Records to process START
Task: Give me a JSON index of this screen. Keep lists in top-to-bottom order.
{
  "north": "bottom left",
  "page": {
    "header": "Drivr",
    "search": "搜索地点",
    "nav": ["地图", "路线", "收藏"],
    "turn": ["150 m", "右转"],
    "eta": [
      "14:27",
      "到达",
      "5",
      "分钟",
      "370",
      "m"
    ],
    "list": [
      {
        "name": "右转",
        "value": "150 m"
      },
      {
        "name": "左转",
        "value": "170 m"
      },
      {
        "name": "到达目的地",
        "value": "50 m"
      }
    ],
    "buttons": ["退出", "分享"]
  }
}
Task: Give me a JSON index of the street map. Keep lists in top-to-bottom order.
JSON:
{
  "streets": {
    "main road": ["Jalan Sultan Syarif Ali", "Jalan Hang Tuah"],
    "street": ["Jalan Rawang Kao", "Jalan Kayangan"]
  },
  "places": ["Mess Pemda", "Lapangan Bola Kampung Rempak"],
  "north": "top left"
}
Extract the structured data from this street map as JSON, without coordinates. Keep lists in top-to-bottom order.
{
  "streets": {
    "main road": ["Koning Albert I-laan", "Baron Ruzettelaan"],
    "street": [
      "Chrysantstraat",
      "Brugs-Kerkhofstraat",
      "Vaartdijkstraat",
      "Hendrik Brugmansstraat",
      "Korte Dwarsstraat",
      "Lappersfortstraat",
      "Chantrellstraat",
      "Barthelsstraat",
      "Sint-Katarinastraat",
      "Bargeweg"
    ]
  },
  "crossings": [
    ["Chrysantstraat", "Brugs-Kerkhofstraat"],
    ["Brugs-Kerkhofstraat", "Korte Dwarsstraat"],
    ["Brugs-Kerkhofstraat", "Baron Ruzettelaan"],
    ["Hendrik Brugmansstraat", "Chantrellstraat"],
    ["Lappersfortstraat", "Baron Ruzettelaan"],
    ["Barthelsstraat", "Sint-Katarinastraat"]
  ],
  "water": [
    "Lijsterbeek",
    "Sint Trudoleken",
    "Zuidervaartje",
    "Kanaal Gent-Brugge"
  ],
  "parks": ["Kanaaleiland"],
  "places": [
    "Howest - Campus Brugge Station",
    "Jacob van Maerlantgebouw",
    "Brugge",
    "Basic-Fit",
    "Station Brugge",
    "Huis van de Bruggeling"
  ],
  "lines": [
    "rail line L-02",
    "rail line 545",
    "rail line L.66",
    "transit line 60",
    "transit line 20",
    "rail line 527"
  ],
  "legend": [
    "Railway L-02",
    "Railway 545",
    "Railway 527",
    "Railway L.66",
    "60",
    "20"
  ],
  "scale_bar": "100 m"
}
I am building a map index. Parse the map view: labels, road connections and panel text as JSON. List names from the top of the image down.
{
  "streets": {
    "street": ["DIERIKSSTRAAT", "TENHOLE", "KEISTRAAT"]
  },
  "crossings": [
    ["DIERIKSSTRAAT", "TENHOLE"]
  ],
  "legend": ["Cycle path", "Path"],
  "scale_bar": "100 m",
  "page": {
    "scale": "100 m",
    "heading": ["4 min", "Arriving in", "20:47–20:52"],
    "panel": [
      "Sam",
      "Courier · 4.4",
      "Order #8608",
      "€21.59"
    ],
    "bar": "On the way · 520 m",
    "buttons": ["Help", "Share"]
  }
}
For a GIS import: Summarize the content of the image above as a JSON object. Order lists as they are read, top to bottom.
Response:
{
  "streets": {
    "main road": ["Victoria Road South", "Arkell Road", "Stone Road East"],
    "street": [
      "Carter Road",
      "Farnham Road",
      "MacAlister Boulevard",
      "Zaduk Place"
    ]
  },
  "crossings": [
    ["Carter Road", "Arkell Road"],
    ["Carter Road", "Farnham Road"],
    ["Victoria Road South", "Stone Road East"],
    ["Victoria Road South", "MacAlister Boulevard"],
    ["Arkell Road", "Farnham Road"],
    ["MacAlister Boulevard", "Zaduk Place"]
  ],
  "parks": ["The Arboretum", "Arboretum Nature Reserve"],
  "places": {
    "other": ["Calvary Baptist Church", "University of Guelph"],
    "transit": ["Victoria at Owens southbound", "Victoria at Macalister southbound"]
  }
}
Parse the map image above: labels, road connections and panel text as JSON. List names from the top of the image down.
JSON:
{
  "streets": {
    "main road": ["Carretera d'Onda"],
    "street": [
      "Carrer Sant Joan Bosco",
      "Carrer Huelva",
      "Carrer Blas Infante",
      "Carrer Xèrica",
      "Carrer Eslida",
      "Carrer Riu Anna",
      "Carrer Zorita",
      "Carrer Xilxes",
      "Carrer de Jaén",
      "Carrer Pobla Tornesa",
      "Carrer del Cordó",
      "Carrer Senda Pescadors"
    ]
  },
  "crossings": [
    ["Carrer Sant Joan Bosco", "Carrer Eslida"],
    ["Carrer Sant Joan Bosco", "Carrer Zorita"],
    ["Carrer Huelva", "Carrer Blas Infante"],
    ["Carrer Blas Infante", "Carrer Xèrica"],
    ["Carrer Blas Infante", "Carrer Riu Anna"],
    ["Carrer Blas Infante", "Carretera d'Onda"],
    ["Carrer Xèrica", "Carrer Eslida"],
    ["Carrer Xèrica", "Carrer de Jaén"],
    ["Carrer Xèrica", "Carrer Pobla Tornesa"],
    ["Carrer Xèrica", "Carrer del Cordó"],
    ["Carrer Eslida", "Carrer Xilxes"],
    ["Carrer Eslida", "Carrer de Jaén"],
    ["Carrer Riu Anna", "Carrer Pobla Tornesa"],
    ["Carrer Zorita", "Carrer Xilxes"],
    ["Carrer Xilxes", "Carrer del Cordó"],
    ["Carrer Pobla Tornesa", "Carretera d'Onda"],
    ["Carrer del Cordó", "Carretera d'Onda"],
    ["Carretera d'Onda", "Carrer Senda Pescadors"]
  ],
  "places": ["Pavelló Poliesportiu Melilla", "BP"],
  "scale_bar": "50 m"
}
Records to process END
◆ Brief: Whole listing, every line: reproduce it exactly.

◆ Answer to this task:
Task: Give me a JSON index of this screen. Keep lists in top-to-bottom order.
{
  "north": "bottom left",
  "page": {
    "header": "Drivr",
    "search": "搜索地点",
    "nav": ["地图", "路线", "收藏"],
    "turn": ["150 m", "右转"],
    "eta": [
      "14:27",
      "到达",
      "5",
      "分钟",
      "370",
      "m"
    ],
    "list": [
      {
        "name": "右转",
        "value": "150 m"
      },
      {
        "name": "左转",
        "value": "170 m"
      },
      {
        "name": "到达目的地",
        "value": "50 m"
      }
    ],
    "buttons": ["退出", "分享"]
  }
}
Task: Give me a JSON index of the street map. Keep lists in top-to-bottom order.
JSON:
{
  "streets": {
    "main road": ["Jalan Sultan Syarif Ali", "Jalan Hang Tuah"],
    "street": ["Jalan Rawang Kao", "Jalan Kayangan"]
  },
  "places": ["Mess Pemda", "Lapangan Bola Kampung Rempak"],
  "north": "top left"
}
Extract the structured data from this street map as JSON, without coordinates. Keep lists in top-to-bottom order.
{
  "streets": {
    "main road": ["Koning Albert I-laan", "Baron Ruzettelaan"],
    "street": [
      "Chrysantstraat",
      "Brugs-Kerkhofstraat",
      "Vaartdijkstraat",
      "Hendrik Brugmansstraat",
      "Korte Dwarsstraat",
      "Lappersfortstraat",
      "Chantrellstraat",
      "Barthelsstraat",
      "Sint-Katarinastraat",
      "Bargeweg"
    ]
  },
  "crossings": [
    ["Chrysantstraat", "Brugs-Kerkhofstraat"],
    ["Brugs-Kerkhofstraat", "Korte Dwarsstraat"],
    ["Brugs-Kerkhofstraat", "Baron Ruzettelaan"],
    ["Hendrik Brugmansstraat", "Chantrellstraat"],
    ["Lappersfortstraat", "Baron Ruzettelaan"],
    ["Barthelsstraat", "Sint-Katarinastraat"]
  ],
  "water": [
    "Lijsterbeek",
    "Sint Trudoleken",
    "Zuidervaartje",
    "Kanaal Gent-Brugge"
  ],
  "parks": ["Kanaaleiland"],
  "places": [
    "Howest - Campus Brugge Station",
    "Jacob van Maerlantgebouw",
    "Brugge",
    "Basic-Fit",
    "Station Brugge",
    "Huis van de Bruggeling"
  ],
  "lines": [
    "rail line L-02",
    "rail line 545",
    "rail line L.66",
    "transit line 60",
    "transit line 20",
    "rail line 527"
  ],
  "legend": [
    "Railway L-02",
    "Railway 545",
    "Railway 527",
    "Railway L.66",
    "60",
    "20"
  ],
  "scale_bar": "100 m"
}
I am building a map index. Parse the map view: labels, road connections and panel text as JSON. List names from the top of the image down.
{
  "streets": {
    "street": ["DIERIKSSTRAAT", "TENHOLE", "KEISTRAAT"]
  },
  "crossings": [
    ["DIERIKSSTRAAT", "TENHOLE"]
  ],
  "legend": ["Cycle path", "Path"],
  "scale_bar": "100 m",
  "page": {
    "scale": "100 m",
    "heading": ["4 min", "Arriving in", "20:47–20:52"],
    "panel": [
      "Sam",
      "Courier · 4.4",
      "Order #8608",
      "€21.59"
    ],
    "bar": "On the way · 520 m",
    "buttons": ["Help", "Share"]
  }
}
For a GIS import: Summarize the content of the image above as a JSON object. Order lists as they are read, top to bottom.
Response:
{
  "streets": {
    "main road": ["Victoria Road South", "Arkell Road", "Stone Road East"],
    "street": [
      "Carter Road",
      "Farnham Road",
      "MacAlister Boulevard",
      "Zaduk Place"
    ]
  },
  "crossings": [
    ["Carter Road", "Arkell Road"],
    ["Carter Road", "Farnham Road"],
    ["Victoria Road South", "Stone Road East"],
    ["Victoria Road South", "MacAlister Boulevard"],
    ["Arkell Road", "Farnham Road"],
    ["MacAlister Boulevard", "Zaduk Place"]
  ],
  "parks": ["The Arboretum", "Arboretum Nature Reserve"],
  "places": {
    "other": ["Calvary Baptist Church", "University of Guelph"],
    "transit": ["Victoria at Owens southbound", "Victoria at Macalister southbound"]
  }
}
Parse the map image above: labels, road connections and panel text as JSON. List names from the top of the image down.
JSON:
{
  "streets": {
    "main road": ["Carretera d'Onda"],
    "street": [
      "Carrer Sant Joan Bosco",
      "Carrer Huelva",
      "Carrer Blas Infante",
      "Carrer Xèrica",
      "Carrer Eslida",
      "Carrer Riu Anna",
      "Carrer Zorita",
      "Carrer Xilxes",
      "Carrer de Jaén",
      "Carrer Pobla Tornesa",
      "Carrer del Cordó",
      "Carrer Senda Pescadors"
    ]
  },
  "crossings": [
    ["Carrer Sant Joan Bosco", "Carrer Eslida"],
    ["Carrer Sant Joan Bosco", "Carrer Zorita"],
    ["Carrer Huelva", "Carrer Blas Infante"],
    ["Carrer Blas Infante", "Carrer Xèrica"],
    ["Carrer Blas Infante", "Carrer Riu Anna"],
    ["Carrer Blas Infante", "Carretera d'Onda"],
    ["Carrer Xèrica", "Carrer Eslida"],
    ["Carrer Xèrica", "Carrer de Jaén"],
    ["Carrer Xèrica", "Carrer Pobla Tornesa"],
    ["Carrer Xèrica", "Carrer del Cordó"],
    ["Carrer Eslida", "Carrer Xilxes"],
    ["Carrer Eslida", "Carrer de Jaén"],
    ["Carrer Riu Anna", "Carrer Pobla Tornesa"],
    ["Carrer Zorita", "Carrer Xilxes"],
    ["Carrer Xilxes", "Carrer del Cordó"],
    ["Carrer Pobla Tornesa", "Carretera d'Onda"],
    ["Carrer del Cordó", "Carretera d'Onda"],
    ["Carretera d'Onda", "Carrer Senda Pescadors"]
  ],
  "places": ["Pavelló Poliesportiu Melilla", "BP"],
  "scale_bar": "50 m"
}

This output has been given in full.